**Problem to solve**
Exactly the lines from the opening of the records through the line containing "height:14px; margin:-7px; padding:0" should be copied, with both included.

**Data provided**
---------------
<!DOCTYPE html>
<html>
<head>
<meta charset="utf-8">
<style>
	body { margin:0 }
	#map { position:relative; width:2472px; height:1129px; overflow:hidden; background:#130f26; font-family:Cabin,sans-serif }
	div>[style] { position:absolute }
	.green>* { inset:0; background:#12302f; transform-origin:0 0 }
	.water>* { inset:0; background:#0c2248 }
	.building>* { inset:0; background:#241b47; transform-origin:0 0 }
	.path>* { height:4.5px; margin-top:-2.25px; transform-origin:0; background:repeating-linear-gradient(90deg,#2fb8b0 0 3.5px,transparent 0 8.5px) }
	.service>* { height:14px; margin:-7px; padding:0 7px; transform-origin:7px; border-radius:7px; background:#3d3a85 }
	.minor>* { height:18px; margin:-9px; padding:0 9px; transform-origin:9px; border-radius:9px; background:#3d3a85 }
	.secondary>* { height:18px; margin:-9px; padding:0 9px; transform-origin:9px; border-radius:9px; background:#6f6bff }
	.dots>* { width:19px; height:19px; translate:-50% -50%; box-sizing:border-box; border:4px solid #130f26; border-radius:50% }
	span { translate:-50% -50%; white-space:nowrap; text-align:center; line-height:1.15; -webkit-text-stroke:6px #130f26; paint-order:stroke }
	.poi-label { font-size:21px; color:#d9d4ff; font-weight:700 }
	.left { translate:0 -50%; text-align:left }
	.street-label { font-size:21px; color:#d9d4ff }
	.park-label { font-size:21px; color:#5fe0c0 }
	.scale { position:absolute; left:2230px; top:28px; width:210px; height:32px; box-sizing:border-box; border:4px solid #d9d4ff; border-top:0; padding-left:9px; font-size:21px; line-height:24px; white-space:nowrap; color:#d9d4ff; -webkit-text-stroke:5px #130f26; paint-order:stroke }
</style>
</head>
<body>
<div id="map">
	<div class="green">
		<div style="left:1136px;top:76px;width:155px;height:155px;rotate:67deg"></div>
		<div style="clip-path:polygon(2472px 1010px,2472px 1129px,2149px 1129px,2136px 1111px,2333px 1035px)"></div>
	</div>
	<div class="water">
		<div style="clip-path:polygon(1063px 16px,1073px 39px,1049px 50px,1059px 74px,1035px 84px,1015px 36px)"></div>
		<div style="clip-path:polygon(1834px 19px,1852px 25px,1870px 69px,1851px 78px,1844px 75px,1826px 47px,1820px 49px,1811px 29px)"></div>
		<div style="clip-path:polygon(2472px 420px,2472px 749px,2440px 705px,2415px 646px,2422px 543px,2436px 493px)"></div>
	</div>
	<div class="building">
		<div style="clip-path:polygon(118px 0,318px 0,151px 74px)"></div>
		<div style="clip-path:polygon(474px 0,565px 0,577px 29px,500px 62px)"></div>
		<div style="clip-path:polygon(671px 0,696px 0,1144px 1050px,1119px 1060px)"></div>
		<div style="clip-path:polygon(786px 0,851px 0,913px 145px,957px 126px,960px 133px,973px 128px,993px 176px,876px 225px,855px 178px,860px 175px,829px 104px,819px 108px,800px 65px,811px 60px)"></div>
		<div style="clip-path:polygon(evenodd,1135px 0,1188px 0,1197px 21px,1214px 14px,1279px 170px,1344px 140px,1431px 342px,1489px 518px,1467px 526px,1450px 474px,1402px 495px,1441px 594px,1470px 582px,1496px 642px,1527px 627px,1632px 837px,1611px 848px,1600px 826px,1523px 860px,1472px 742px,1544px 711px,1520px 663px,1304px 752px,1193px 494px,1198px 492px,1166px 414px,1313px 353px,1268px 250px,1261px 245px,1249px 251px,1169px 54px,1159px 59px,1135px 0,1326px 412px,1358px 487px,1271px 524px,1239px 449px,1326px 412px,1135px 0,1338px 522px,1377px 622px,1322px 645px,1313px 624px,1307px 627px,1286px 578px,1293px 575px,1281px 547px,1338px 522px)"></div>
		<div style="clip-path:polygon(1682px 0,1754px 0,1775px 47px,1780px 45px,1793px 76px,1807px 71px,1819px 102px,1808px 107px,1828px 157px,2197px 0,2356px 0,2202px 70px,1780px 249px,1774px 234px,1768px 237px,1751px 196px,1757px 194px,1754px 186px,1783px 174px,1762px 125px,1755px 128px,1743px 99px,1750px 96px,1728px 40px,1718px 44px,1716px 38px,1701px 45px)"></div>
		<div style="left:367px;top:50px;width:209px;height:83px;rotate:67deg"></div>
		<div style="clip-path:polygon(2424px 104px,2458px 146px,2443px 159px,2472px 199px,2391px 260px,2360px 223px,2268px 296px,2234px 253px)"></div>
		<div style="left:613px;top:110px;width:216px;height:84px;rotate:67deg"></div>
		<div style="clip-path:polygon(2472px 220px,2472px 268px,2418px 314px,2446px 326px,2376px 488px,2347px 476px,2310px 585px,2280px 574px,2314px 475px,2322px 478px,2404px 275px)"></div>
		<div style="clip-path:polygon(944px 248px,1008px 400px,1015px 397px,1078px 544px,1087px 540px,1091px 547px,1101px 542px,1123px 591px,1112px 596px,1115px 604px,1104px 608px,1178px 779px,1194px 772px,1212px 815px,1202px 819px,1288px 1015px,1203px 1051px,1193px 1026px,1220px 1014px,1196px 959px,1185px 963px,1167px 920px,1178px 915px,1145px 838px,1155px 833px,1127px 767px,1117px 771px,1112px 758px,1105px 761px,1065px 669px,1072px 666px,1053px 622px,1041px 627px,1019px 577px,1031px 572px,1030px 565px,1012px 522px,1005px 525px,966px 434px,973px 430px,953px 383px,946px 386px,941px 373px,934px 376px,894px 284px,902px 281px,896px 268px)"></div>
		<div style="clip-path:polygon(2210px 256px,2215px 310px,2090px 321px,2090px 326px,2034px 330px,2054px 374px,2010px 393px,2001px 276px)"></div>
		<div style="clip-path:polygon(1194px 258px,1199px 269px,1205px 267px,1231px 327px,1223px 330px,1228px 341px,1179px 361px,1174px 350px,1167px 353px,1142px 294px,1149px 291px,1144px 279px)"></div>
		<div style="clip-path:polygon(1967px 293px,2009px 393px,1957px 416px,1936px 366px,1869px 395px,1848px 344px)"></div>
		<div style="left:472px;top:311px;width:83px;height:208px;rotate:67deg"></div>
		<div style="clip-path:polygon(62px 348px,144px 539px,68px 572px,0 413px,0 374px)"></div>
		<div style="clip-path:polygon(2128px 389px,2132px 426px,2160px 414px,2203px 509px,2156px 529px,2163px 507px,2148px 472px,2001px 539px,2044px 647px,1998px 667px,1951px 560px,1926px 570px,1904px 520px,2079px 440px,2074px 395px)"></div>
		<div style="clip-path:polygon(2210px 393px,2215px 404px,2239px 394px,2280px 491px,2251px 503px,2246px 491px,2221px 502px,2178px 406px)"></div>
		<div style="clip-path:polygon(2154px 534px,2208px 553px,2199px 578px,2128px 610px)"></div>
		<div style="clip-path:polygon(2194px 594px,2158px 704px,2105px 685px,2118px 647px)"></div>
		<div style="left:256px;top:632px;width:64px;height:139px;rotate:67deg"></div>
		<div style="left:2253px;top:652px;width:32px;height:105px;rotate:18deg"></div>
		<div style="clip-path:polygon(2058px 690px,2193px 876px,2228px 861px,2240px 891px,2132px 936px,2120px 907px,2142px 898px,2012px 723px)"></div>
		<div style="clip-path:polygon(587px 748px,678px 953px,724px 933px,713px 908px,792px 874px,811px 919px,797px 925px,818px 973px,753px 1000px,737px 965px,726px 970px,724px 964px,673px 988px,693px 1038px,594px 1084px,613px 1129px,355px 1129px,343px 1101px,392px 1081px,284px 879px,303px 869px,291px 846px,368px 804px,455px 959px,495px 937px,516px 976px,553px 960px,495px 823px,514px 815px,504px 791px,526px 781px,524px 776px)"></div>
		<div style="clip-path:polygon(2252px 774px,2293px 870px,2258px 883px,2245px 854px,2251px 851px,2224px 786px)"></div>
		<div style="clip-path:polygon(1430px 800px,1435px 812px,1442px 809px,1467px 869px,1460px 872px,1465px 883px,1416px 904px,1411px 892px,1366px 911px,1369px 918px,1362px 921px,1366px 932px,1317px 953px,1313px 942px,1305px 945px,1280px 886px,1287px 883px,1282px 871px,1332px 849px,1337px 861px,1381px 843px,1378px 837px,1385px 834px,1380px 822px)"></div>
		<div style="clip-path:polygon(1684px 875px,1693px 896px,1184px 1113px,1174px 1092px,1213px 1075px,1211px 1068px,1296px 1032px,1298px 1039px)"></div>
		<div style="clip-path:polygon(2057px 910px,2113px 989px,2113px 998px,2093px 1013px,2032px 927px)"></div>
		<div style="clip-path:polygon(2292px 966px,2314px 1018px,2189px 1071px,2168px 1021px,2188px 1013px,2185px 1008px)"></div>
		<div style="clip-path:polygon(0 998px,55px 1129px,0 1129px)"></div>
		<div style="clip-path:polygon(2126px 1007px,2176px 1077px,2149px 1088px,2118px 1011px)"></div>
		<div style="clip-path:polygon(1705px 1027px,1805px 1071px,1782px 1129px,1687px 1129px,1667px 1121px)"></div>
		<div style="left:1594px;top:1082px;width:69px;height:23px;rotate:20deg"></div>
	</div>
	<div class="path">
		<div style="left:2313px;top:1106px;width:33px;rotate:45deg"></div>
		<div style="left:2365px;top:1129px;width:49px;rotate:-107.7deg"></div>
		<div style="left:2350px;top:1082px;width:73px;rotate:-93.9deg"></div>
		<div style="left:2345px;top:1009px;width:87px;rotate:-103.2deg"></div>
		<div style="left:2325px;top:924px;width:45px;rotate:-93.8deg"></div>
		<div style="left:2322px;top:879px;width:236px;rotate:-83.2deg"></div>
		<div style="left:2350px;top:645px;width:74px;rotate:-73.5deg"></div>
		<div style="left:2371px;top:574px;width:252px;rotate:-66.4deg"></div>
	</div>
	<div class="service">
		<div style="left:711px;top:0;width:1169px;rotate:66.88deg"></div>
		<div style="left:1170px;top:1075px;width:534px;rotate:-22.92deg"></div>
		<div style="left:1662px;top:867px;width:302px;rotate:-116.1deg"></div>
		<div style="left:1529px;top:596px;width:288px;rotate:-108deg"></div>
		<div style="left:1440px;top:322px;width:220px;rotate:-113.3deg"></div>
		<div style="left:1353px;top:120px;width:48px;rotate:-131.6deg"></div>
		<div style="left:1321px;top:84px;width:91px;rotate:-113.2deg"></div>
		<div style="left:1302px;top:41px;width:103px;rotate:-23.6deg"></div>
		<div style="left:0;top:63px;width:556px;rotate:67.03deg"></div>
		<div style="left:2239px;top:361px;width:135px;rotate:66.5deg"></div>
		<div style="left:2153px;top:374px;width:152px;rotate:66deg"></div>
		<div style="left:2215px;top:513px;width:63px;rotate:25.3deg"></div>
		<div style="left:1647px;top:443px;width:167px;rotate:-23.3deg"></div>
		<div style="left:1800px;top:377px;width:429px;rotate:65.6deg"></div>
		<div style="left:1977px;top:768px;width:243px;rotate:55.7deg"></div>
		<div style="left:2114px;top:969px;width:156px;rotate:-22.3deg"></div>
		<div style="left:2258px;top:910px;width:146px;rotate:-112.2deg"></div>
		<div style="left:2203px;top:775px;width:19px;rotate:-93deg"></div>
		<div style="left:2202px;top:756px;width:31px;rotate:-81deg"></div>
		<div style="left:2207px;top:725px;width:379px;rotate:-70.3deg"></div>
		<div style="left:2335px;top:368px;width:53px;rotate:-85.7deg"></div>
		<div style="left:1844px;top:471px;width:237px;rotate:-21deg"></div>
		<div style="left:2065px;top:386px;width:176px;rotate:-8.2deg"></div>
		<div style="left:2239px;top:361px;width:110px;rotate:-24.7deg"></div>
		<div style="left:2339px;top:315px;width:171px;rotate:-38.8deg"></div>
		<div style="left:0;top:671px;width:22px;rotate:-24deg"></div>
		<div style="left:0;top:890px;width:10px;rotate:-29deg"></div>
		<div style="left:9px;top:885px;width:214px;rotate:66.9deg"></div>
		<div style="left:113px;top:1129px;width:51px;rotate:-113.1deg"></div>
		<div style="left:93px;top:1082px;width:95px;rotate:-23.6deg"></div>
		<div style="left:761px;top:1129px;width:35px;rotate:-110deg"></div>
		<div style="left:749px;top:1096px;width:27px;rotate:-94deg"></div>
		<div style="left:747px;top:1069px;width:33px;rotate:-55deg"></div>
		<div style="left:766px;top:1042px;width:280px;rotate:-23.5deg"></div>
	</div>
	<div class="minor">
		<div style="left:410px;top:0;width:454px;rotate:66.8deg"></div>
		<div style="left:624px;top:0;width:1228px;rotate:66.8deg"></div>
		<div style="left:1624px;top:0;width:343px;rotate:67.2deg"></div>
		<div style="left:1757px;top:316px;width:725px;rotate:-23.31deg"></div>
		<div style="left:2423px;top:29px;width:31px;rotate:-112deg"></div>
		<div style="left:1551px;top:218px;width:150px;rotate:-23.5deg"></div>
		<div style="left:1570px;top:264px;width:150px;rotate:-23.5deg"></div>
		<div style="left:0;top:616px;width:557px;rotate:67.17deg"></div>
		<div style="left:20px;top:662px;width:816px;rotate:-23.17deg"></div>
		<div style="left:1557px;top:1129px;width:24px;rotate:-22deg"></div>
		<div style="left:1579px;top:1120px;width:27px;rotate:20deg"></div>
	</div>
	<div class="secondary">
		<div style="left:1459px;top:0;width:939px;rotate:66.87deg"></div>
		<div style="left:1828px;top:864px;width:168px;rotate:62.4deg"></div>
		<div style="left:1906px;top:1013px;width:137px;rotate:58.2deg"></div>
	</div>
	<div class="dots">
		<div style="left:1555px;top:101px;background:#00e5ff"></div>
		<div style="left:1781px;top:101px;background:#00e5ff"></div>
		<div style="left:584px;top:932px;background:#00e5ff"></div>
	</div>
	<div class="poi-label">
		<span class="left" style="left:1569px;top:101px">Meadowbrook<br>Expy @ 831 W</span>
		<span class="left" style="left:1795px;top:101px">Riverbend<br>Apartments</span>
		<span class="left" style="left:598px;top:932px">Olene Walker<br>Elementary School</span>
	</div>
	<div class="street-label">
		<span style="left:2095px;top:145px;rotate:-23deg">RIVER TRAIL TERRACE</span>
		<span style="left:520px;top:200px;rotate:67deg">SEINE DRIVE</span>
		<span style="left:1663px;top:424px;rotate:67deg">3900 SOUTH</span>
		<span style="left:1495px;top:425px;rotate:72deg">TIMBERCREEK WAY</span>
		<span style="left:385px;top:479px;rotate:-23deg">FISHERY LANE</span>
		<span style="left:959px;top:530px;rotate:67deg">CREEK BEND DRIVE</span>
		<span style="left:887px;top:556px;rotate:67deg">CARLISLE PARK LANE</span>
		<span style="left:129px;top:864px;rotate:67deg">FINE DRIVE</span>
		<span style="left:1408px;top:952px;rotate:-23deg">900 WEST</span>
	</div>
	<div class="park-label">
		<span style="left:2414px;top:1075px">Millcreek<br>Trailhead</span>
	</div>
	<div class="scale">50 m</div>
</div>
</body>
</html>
---------------
**Response box**
<!DOCTYPE html>
<html>
<head>
<meta charset="utf-8">
<style>
	body { margin:0 }
	#map { position:relative; width:2472px; height:1129px; overflow:hidden; background:#130f26; font-family:Cabin,sans-serif }
	div>[style] { position:absolute }
	.green>* { inset:0; background:#12302f; transform-origin:0 0 }
	.water>* { inset:0; background:#0c2248 }
	.building>* { inset:0; background:#241b47; transform-origin:0 0 }
	.path>* { height:4.5px; margin-top:-2.25px; transform-origin:0; background:repeating-linear-gradient(90deg,#2fb8b0 0 3.5px,transparent 0 8.5px) }
	.service>* { height:14px; margin:-7px; padding:0 7px; transform-origin:7px; border-radius:7px; background:#3d3a85 }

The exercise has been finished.